**DATA BELOW**
▶

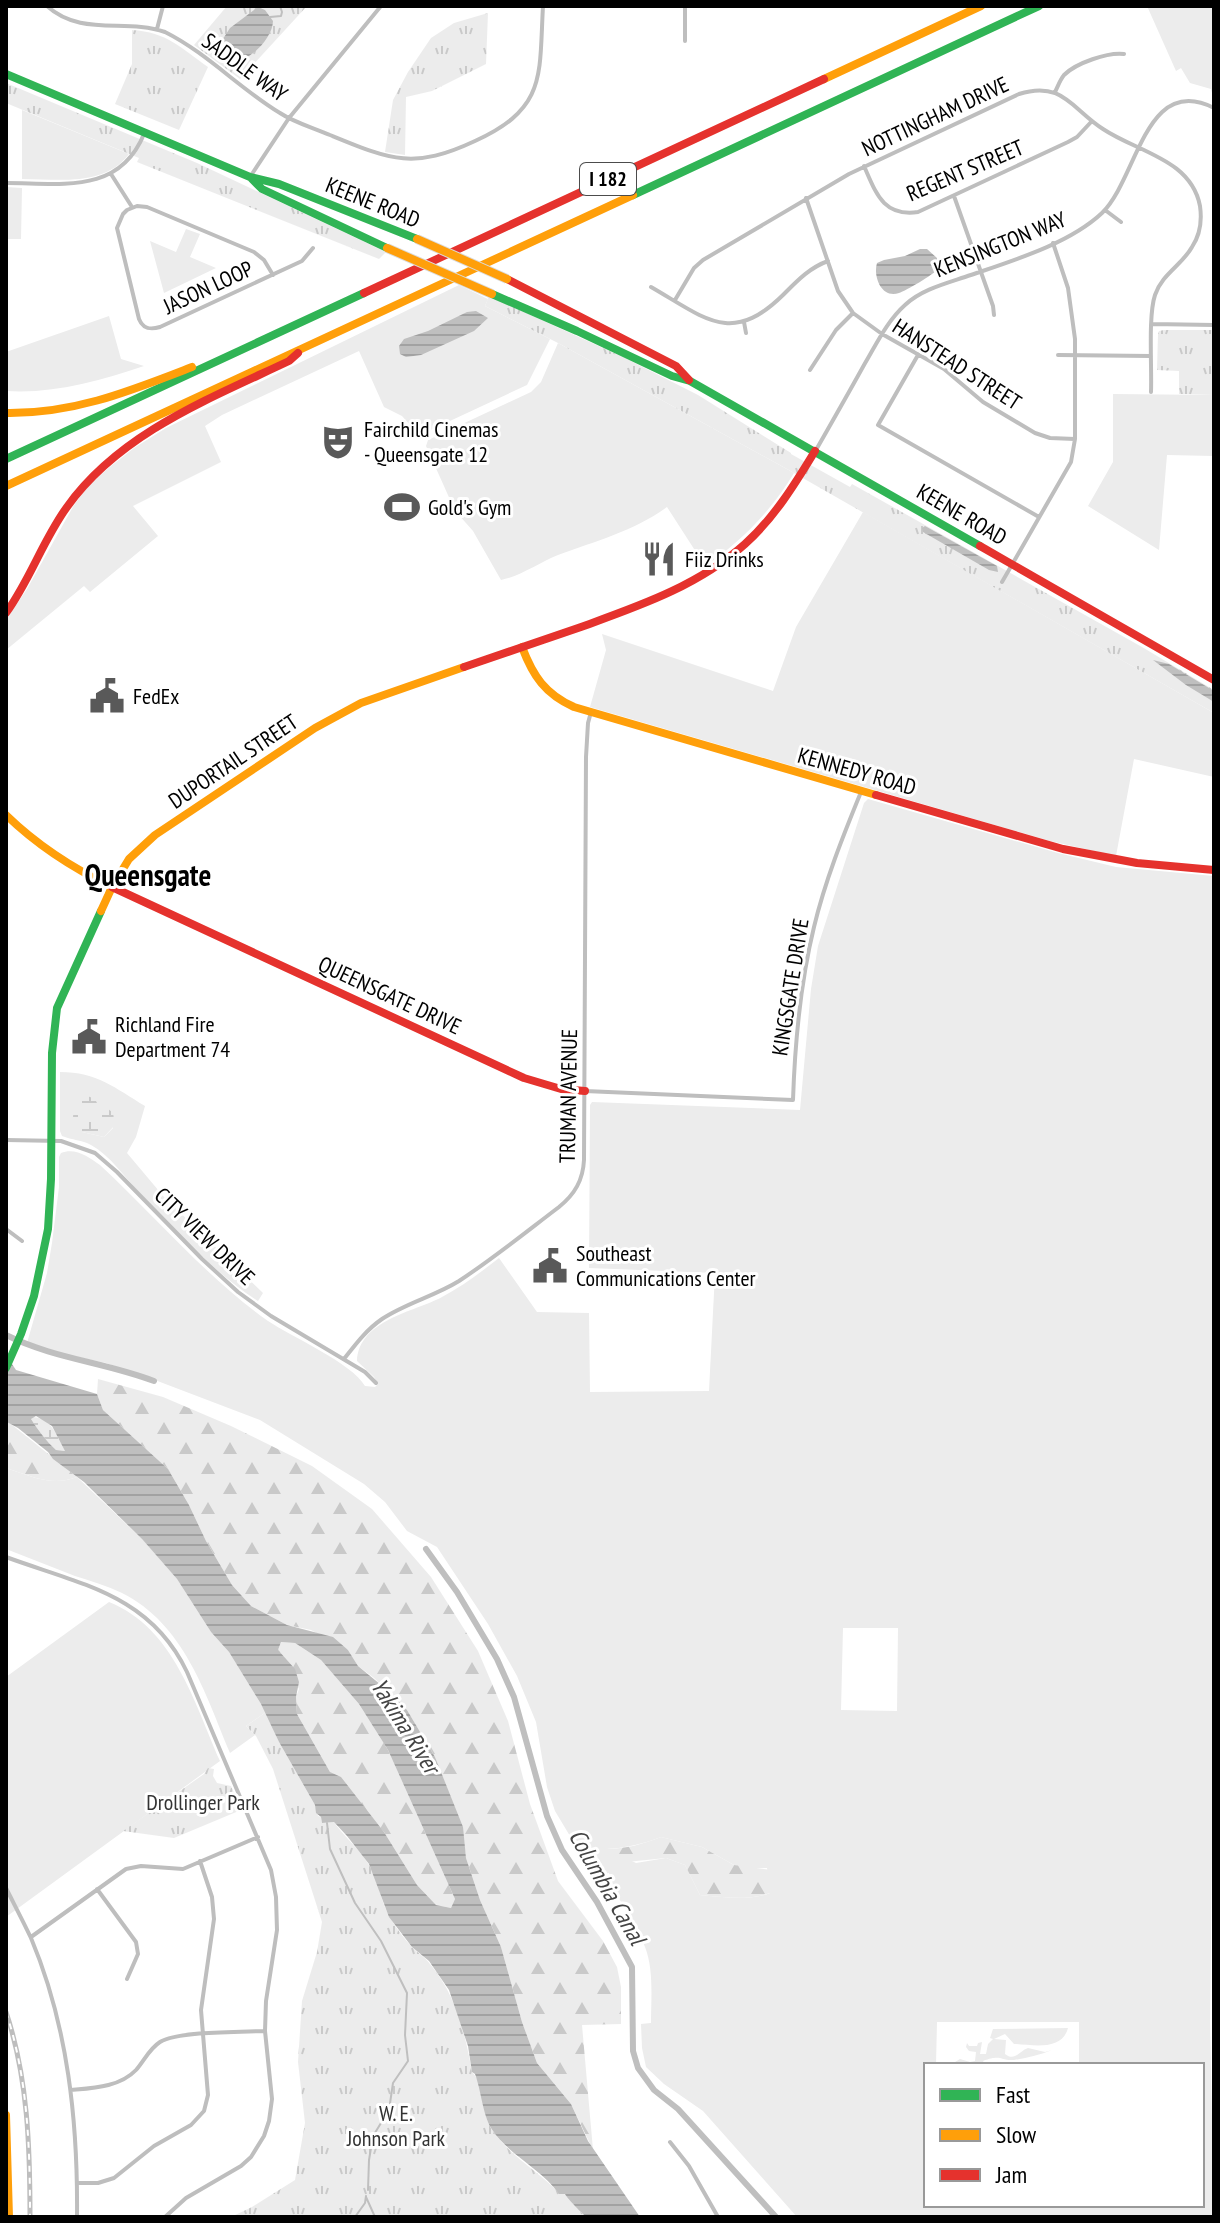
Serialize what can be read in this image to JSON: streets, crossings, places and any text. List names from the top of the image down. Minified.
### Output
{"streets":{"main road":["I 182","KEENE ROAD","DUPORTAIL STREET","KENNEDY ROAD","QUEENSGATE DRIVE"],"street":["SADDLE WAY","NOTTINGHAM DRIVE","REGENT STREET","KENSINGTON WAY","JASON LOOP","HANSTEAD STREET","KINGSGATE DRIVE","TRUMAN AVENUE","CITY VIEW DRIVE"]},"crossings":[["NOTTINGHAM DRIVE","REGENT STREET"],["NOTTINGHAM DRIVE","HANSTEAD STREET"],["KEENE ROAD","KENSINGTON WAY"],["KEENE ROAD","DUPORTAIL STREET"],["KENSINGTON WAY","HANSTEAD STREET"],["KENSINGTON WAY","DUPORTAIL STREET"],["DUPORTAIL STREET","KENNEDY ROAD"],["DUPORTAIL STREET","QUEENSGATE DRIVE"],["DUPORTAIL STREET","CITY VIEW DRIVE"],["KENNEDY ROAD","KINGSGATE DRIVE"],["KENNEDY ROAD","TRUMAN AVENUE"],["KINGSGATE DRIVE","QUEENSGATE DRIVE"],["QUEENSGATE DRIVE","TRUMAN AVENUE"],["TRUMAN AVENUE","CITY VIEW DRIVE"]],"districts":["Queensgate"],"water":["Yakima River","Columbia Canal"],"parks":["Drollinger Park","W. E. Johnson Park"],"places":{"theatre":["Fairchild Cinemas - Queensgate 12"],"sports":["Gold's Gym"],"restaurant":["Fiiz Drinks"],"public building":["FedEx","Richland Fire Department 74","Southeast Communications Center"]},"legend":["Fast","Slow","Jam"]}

◀

What is needed is every line of the data above, set down exactly but with the images left out.

**TASK RESPONSE**
Serialize what can be read in this image to JSON: streets, crossings, places and any text. List names from the top of the image down. Minified.
### Output
{"streets":{"main road":["I 182","KEENE ROAD","DUPORTAIL STREET","KENNEDY ROAD","QUEENSGATE DRIVE"],"street":["SADDLE WAY","NOTTINGHAM DRIVE","REGENT STREET","KENSINGTON WAY","JASON LOOP","HANSTEAD STREET","KINGSGATE DRIVE","TRUMAN AVENUE","CITY VIEW DRIVE"]},"crossings":[["NOTTINGHAM DRIVE","REGENT STREET"],["NOTTINGHAM DRIVE","HANSTEAD STREET"],["KEENE ROAD","KENSINGTON WAY"],["KEENE ROAD","DUPORTAIL STREET"],["KENSINGTON WAY","HANSTEAD STREET"],["KENSINGTON WAY","DUPORTAIL STREET"],["DUPORTAIL STREET","KENNEDY ROAD"],["DUPORTAIL STREET","QUEENSGATE DRIVE"],["DUPORTAIL STREET","CITY VIEW DRIVE"],["KENNEDY ROAD","KINGSGATE DRIVE"],["KENNEDY ROAD","TRUMAN AVENUE"],["KINGSGATE DRIVE","QUEENSGATE DRIVE"],["QUEENSGATE DRIVE","TRUMAN AVENUE"],["TRUMAN AVENUE","CITY VIEW DRIVE"]],"districts":["Queensgate"],"water":["Yakima River","Columbia Canal"],"parks":["Drollinger Park","W. E. Johnson Park"],"places":{"theatre":["Fairchild Cinemas - Queensgate 12"],"sports":["Gold's Gym"],"restaurant":["Fiiz Drinks"],"public building":["FedEx","Richland Fire Department 74","Southeast Communications Center"]},"legend":["Fast","Slow","Jam"]}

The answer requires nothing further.